ACTIVITY |
Could you retype, exactly as written, every line from the top of the records through the line that contains "2px #8c8777) drop-shadow(0"?

DATA EXCERPTS section start

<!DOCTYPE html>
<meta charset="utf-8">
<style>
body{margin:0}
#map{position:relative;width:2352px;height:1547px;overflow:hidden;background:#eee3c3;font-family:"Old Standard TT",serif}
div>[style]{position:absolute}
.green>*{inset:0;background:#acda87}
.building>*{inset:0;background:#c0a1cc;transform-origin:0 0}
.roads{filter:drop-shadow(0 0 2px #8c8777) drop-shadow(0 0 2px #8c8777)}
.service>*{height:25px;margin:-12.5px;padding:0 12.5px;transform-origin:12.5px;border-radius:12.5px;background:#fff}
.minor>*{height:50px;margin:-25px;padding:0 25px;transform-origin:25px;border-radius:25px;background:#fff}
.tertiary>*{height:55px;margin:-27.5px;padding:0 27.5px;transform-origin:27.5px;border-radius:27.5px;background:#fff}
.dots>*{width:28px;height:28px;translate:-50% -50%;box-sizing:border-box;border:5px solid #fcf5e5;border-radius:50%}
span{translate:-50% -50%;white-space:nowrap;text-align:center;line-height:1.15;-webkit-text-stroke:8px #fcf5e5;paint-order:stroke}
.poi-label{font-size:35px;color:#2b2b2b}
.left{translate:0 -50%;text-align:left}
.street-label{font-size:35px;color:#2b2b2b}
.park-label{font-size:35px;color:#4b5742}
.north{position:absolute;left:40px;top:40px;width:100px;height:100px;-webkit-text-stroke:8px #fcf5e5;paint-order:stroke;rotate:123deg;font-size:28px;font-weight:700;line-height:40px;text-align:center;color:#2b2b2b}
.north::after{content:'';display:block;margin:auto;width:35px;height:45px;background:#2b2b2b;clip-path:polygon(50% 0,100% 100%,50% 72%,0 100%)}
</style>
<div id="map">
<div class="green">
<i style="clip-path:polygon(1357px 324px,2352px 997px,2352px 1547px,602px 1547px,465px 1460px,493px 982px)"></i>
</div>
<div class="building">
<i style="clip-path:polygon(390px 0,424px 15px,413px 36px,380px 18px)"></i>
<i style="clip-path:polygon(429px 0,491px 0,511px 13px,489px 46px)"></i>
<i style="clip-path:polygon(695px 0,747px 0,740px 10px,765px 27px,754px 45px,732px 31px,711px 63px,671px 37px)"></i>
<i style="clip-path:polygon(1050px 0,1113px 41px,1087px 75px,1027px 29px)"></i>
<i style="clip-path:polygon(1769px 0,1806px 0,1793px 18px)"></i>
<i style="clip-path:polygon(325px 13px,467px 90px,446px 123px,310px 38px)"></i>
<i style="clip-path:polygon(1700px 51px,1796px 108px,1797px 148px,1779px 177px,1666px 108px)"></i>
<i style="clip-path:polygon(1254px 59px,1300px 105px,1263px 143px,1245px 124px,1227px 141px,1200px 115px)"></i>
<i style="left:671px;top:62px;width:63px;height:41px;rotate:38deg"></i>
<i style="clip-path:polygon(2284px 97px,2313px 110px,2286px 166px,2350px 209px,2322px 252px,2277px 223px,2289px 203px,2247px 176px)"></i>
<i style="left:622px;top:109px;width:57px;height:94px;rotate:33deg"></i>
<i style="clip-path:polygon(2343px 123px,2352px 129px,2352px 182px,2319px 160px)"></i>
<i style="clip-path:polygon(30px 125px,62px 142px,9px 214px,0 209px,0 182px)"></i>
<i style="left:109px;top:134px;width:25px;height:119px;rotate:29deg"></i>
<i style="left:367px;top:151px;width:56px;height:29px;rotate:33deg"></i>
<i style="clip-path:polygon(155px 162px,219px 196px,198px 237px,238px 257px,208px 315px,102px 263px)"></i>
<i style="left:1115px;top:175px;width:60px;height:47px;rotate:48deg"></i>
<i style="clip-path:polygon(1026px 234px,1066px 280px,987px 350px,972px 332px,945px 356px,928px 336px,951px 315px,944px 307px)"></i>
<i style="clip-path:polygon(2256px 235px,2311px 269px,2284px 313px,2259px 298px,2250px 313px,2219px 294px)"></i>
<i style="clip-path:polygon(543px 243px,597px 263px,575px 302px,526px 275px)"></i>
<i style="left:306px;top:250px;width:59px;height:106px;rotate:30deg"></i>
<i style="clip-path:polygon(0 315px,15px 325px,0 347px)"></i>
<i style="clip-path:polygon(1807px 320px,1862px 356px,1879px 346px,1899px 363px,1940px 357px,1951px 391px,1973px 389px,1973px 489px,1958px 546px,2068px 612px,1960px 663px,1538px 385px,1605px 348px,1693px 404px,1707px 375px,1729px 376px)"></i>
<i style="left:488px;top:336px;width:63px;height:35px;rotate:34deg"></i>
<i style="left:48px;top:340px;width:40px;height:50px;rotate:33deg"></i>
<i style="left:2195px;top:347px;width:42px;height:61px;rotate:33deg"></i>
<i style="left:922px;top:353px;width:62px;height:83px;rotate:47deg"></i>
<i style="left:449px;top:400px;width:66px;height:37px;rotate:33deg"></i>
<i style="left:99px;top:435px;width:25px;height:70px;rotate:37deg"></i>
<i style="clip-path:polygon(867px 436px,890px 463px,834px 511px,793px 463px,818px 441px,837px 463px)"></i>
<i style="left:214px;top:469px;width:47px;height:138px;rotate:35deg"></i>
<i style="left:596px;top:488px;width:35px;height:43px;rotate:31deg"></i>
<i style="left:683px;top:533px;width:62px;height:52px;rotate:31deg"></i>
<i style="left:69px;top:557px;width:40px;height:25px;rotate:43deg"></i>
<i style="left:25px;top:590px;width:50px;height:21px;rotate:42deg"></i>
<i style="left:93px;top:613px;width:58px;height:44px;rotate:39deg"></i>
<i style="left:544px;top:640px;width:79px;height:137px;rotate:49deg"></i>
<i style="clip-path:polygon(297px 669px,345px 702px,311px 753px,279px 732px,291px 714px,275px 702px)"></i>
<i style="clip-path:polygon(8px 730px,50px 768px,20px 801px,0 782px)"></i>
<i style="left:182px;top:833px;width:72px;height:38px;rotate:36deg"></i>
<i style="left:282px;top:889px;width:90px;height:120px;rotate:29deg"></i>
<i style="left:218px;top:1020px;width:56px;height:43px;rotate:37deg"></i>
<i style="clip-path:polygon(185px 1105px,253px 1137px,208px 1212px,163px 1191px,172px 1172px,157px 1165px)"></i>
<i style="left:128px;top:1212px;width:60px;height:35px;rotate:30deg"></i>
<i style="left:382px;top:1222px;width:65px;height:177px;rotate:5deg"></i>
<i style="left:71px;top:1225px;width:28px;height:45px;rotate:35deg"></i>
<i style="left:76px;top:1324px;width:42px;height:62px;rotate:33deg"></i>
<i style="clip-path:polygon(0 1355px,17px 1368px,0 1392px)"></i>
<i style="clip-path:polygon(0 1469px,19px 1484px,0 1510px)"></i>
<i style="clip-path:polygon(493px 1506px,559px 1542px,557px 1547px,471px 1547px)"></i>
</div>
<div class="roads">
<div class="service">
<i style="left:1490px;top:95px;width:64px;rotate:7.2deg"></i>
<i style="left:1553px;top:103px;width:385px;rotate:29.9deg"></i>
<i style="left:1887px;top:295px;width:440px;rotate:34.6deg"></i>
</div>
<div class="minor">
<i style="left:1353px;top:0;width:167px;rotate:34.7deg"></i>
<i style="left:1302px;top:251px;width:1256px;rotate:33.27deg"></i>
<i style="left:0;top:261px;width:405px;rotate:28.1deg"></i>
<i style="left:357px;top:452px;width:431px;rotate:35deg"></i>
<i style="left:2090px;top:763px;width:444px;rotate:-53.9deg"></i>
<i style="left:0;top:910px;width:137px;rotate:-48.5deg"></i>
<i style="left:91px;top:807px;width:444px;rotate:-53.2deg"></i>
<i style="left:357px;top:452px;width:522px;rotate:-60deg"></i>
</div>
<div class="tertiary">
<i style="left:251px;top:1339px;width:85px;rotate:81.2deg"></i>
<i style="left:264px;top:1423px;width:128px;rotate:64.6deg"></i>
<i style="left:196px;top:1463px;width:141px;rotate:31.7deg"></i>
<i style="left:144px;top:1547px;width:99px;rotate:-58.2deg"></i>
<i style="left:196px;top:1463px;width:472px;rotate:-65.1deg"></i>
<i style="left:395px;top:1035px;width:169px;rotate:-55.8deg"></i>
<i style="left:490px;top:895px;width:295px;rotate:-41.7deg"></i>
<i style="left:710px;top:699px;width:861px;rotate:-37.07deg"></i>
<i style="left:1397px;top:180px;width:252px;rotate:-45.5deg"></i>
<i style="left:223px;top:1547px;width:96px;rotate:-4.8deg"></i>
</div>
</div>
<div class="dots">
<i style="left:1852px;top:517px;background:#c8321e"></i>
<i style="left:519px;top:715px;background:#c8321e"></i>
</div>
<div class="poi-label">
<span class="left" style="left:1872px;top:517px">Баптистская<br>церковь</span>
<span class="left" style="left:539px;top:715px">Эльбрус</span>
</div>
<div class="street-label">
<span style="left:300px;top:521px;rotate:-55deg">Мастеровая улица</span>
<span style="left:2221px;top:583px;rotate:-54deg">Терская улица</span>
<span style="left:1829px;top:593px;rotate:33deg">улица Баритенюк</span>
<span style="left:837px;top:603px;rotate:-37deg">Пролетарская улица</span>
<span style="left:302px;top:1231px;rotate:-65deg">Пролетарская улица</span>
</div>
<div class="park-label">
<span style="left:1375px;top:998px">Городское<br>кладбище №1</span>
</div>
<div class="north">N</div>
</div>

DATA EXCERPTS section end

WORKED SOLUTION |
<!DOCTYPE html>
<meta charset="utf-8">
<style>
body{margin:0}
#map{position:relative;width:2352px;height:1547px;overflow:hidden;background:#eee3c3;font-family:"Old Standard TT",serif}
div>[style]{position:absolute}
.green>*{inset:0;background:#acda87}
.building>*{inset:0;background:#c0a1cc;transform-origin:0 0}
.roads{filter:drop-shadow(0 0 2px #8c8777) drop-shadow(0 0 2px #8c8777)}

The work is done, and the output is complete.